Records from a collection:
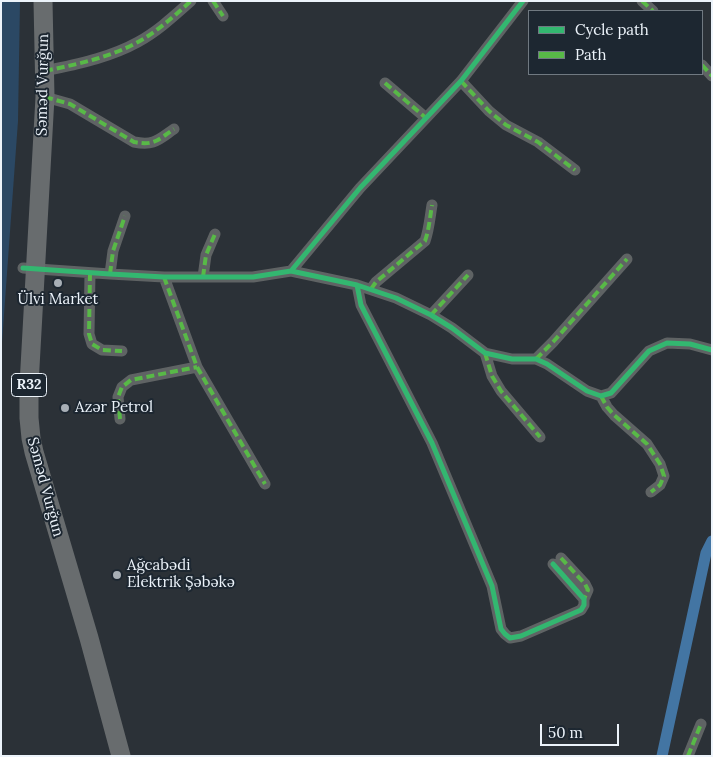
<!DOCTYPE html>
<meta charset="utf-8">
<style>
body{margin:0}
#map{position:relative;width:713px;height:757px;overflow:hidden;background:#2b3137;font-family:Lora,serif}
canvas{display:block}
.frame{position:absolute;inset:0;border:2px solid #ecf3fa;pointer-events:none}
.legend{position:absolute;left:528px;top:10px;width:175px;height:65px;box-sizing:border-box;background:#1d2731;border:1px solid #707981;margin:0;padding:6px 9px;list-style:none;font-size:15px;color:#ecf3fa}
.legend li{display:flex;align-items:center;gap:10px;height:25px}
.legend b{width:25px;border:1px solid #707981}
.scale{position:absolute;left:540px;top:724px;width:79px;height:22px;box-sizing:border-box;border:2px solid #ecf3fa;border-top:0;padding-left:6px;font-size:15px;line-height:18px;white-space:nowrap;color:#ecf3fa;-webkit-text-stroke:4px #1d2731;paint-order:stroke}
</style>
<div id="map">
<canvas width="713" height="757"></canvas>
<div class="frame"></div>
<ul class="legend">
<li><b style="height:6px;background:#33b770"></b>Cycle path</li>
<li><b style="height:6px;background:#58b947"></b>Path</li>
</ul>
<div class="scale">50 m</div>
</div>
<script>
const g = document.querySelector('canvas').getContext('2d');
g.lineJoin = 'round';
function fillPath(path, color) { g.fillStyle = color; g.fill(path, 'evenodd'); }
function stroke(path, color, width, dash) { g.strokeStyle = color; g.lineWidth = width; g.lineCap = dash ? 'butt' : 'round'; g.setLineDash(dash || []); g.stroke(path); }
function label(font, color, halo, rows, align = 'center') {
  g.font = font + ' Lora,serif'; g.lineWidth = 4; g.setLineDash([]); g.textBaseline = 'middle'; g.strokeStyle = halo; g.fillStyle = color; for (const [text, x, y, turn = 0] of rows) {
    g.save(); g.translate(x, y); g.rotate((+turn || 0) * Math.PI / 180); g.textAlign = isNaN(turn) ? turn : align; if (halo) g.strokeText(text, 0, 0); g.fillText(text, 0, 0); g.restore();
  }
}
fillPath(new Path2D(`
 M1 1H20L18 121 1 356Z`), '#2b4864');
stroke(new Path2D(`
 M662 756 706 553 712 541`), '#4375a3', 11);
stroke(new Path2D(`
 M213 1 223 16
 M642 1 653 11
 M702 65 712 76
 M45 71C77 64 109 58 138 42 158 31 174 16 191 1
 M461 81 489 111 506 125 538 142 575 170
 M385 83 426 118
 M45 97 70 104 134 142C154 146 158 140 174 129
 M23 268 110 274 164 277H253L291 271 360 188 461 81 523 1
 M291 271 357 285 396 298 431 315 452 328 485 353 512 359H536L547 364 587 391 601 396 611 393 649 351 667 343 690 344 712 350
 M90 273 89 334 92 344 102 350 122 351
 M110 274 113 251 125 216
 M164 277 197 367 265 484
 M203 277 206 255 215 234
 M357 285 361 305 432 443 492 586 501 629 505 634 510 638 521 636 581 610 584 605V599L553 564
 M371 289 376 282 425 241C429 230 430 217 432 205
 M431 315 468 275
 M485 353 492 376 501 391 540 437
 M536 359 553 342 627 259
 M601 396 607 407 614 415 647 444 660 464 664 476 660 485 651 492
 M120 419 118 397 122 387 131 380 197 367
 M561 558 585 584 588 590 584 599
 M688 756 701 724`), '#5f6364', 11);
stroke(new Path2D(`
 M43 1 45 97 29 385V418L31 438 34 452 89 638 121 756`), '#686c6e', 19);
stroke(new Path2D(`
 M213 1 223 16
 M642 1 653 11
 M702 65 712 76
 M45 71C77 64 109 58 138 42 158 31 174 16 191 1
 M461 81 489 111 506 125 538 142 575 170
 M385 83 426 118
 M45 97 70 104 134 142C154 146 158 140 174 129
 M90 273 89 334 92 344 102 350 122 351
 M110 274 113 251 125 216
 M164 277 197 367 265 484
 M203 277 206 255 215 234
 M371 289 376 282 425 241C429 230 430 217 432 205
 M431 315 468 275
 M485 353 492 376 501 391 540 437
 M536 359 553 342 627 259
 M601 396 607 407 614 415 647 444 660 464 664 476 660 485 651 492
 M120 419 118 397 122 387 131 380 197 367
 M561 558 585 584 588 590 584 599
 M688 756 701 724`), '#58b947', 4, [8, 4]);
stroke(new Path2D(`
 M23 268 110 274 164 277H253L291 271 360 188 461 81 523 1
 M291 271 357 285 396 298 431 315 452 328 485 353 512 359H536L547 364 587 391 601 396 611 393 649 351 667 343 690 344 712 350
 M357 285 361 305 432 443 492 586 501 629 505 634 510 638 521 636 581 610 584 605V599L553 564`), '#33b770', 5);
for (const [x, y, r, color] of [
 [58,283,5,"#a8afb6"],
 [65,408,5,"#a8afb6"],
 [117,575,5,"#a8afb6"]
]) { const dot = new Path2D(); dot.arc(x, y, r, 0, 2 * Math.PI); g.fillStyle = color; g.fill(dot); stroke(dot, '#1d2731', 2); }
for (const [x, y, w] of [
 [29,385,35]
]) { const box = new Path2D(); box.roundRect(x - w / 2, y - 11.5, w, 23, 4); g.fillStyle = '#1d2731'; g.fill(box); stroke(box, '#ecf3fa', 1); }
label('bold 14px', '#ecf3fa', null, [
 ["R32",29,385]
]);
label('15px', '#ecf3fa', '#1d2731', [
 ["Səməd Vurğun",43,85,-89],
 ["Səməd Vurğun",45,487,75]
]);
label('15px', '#ecf3fa', '#1d2731', [
 ["Ülvi Market",58,300,"center"],
 ["Azər Petrol",75,408],
 ["Ağcabədi",127,566],
 ["Elektrik Şəbəkə",127,583]
], 'left');
</script>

**Assignment**.
Copy out each line of the data in which the word "frame" appears.

**Answer for the task**.
.frame{position:absolute;inset:0;border:2px solid #ecf3fa;pointer-events:none}
<div class="frame"></div>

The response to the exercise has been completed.